#### TASK TO COMPLETE:
Only one stretch of the data below should be repeated: the lines from the line containing "Input: one rendered map. What data does the map" through the line containing "I am building", inclusive, exactly as they are.

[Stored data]
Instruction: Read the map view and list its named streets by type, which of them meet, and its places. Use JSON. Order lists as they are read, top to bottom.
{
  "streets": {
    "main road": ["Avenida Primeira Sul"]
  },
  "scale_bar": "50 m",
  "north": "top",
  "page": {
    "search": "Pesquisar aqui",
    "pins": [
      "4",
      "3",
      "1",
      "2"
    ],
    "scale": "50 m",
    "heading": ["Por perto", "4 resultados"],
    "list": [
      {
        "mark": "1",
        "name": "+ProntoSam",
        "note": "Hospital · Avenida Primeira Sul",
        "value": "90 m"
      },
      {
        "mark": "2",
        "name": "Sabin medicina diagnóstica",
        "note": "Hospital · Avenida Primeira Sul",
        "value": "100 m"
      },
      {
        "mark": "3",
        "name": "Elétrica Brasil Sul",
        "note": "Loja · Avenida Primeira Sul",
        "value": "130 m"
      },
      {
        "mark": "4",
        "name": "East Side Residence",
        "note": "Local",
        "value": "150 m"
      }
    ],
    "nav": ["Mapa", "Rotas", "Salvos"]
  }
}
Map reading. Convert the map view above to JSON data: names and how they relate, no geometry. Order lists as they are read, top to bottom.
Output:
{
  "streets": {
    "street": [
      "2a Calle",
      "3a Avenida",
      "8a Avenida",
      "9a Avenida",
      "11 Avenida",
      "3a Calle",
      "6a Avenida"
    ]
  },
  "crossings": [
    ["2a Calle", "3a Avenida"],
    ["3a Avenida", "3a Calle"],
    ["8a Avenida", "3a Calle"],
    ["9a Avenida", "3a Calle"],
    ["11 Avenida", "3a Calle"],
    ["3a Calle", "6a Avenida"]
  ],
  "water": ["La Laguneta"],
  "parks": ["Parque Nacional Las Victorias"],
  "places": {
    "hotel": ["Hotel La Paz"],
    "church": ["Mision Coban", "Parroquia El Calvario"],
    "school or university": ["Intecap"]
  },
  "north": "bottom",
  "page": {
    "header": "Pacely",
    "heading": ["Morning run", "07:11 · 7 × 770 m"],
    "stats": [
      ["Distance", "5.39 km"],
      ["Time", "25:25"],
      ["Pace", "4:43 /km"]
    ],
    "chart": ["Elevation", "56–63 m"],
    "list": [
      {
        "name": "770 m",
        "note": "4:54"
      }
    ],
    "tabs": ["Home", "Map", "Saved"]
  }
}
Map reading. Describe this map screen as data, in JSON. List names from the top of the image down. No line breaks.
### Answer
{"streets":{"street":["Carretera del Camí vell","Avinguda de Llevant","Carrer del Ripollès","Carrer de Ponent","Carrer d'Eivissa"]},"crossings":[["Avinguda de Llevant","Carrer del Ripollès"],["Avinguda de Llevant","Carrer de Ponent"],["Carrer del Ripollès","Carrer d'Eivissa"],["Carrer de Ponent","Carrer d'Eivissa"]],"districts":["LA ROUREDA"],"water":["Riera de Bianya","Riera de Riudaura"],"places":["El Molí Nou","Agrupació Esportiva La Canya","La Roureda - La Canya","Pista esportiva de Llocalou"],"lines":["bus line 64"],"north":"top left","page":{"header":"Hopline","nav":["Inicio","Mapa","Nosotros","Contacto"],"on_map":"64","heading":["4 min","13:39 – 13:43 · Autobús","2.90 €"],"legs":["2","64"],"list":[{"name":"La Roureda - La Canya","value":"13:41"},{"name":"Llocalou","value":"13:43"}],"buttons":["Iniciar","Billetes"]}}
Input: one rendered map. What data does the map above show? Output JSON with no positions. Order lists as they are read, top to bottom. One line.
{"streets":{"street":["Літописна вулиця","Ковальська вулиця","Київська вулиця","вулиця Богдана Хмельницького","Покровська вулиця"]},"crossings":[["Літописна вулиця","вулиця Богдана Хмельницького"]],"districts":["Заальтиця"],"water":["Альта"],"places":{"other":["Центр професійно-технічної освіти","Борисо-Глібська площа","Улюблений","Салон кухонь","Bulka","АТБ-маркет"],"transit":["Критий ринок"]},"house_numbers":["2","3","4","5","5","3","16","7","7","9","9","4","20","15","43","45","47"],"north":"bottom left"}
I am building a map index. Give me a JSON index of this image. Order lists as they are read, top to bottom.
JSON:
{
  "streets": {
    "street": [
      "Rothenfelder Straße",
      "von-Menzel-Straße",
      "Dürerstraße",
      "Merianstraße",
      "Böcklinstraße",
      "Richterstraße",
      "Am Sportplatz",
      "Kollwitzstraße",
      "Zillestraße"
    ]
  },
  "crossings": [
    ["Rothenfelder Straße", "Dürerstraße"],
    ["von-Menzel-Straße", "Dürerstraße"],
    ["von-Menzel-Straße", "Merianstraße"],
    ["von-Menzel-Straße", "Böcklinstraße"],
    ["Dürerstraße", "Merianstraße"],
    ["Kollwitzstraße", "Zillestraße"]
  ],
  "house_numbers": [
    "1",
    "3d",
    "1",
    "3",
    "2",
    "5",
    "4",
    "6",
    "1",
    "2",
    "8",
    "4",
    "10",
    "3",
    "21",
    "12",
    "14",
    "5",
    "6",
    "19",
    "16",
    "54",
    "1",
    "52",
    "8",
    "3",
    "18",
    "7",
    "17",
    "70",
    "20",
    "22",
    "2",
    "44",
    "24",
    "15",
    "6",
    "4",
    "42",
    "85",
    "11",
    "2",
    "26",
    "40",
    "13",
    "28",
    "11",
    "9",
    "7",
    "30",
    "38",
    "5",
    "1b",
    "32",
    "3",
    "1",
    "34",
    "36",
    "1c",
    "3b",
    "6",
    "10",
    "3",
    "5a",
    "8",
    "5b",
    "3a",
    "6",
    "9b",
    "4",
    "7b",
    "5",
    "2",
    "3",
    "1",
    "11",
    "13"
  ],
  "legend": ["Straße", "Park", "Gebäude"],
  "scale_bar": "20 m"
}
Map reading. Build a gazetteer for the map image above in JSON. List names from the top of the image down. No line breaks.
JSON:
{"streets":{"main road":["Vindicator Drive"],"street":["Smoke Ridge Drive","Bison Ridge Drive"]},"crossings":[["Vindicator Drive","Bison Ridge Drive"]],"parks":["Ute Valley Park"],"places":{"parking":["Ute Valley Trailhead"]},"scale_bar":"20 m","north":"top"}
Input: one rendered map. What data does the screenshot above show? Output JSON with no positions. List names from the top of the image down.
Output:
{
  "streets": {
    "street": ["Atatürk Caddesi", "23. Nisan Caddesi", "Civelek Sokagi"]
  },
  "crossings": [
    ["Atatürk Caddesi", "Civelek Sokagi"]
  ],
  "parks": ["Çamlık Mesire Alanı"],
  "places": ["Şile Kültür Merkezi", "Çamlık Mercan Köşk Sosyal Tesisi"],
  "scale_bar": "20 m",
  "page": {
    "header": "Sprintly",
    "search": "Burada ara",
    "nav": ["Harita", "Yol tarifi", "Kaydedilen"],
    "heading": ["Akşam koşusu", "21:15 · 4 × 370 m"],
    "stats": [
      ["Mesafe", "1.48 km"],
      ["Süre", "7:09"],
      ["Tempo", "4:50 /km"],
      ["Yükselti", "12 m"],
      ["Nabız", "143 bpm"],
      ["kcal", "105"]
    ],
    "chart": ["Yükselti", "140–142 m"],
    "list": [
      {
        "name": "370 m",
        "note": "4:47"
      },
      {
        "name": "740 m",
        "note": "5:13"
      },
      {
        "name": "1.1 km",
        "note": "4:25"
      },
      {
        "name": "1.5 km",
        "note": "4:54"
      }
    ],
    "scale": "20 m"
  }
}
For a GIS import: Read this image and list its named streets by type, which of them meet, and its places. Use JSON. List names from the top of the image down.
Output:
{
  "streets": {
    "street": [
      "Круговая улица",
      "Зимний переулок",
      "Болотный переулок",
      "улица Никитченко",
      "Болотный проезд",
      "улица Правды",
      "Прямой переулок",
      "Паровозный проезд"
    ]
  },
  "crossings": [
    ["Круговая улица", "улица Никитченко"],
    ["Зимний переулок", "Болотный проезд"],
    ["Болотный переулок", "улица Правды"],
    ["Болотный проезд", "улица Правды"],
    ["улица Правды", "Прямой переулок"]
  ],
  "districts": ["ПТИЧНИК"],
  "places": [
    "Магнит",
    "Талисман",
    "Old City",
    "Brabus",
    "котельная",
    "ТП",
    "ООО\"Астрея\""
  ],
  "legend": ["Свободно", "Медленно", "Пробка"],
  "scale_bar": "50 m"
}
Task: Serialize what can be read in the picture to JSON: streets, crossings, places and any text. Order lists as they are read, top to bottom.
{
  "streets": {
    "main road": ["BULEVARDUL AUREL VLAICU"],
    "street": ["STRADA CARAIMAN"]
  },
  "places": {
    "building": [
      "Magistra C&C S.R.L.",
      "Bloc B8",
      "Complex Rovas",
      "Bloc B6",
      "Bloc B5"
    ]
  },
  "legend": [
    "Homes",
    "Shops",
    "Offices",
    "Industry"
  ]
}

#### WRITTEN SOLUTION:
Input: one rendered map. What data does the map above show? Output JSON with no positions. Order lists as they are read, top to bottom. One line.
{"streets":{"street":["Літописна вулиця","Ковальська вулиця","Київська вулиця","вулиця Богдана Хмельницького","Покровська вулиця"]},"crossings":[["Літописна вулиця","вулиця Богдана Хмельницького"]],"districts":["Заальтиця"],"water":["Альта"],"places":{"other":["Центр професійно-технічної освіти","Борисо-Глібська площа","Улюблений","Салон кухонь","Bulka","АТБ-маркет"],"transit":["Критий ринок"]},"house_numbers":["2","3","4","5","5","3","16","7","7","9","9","4","20","15","43","45","47"],"north":"bottom left"}
I am building a map index. Give me a JSON index of this image. Order lists as they are read, top to bottom.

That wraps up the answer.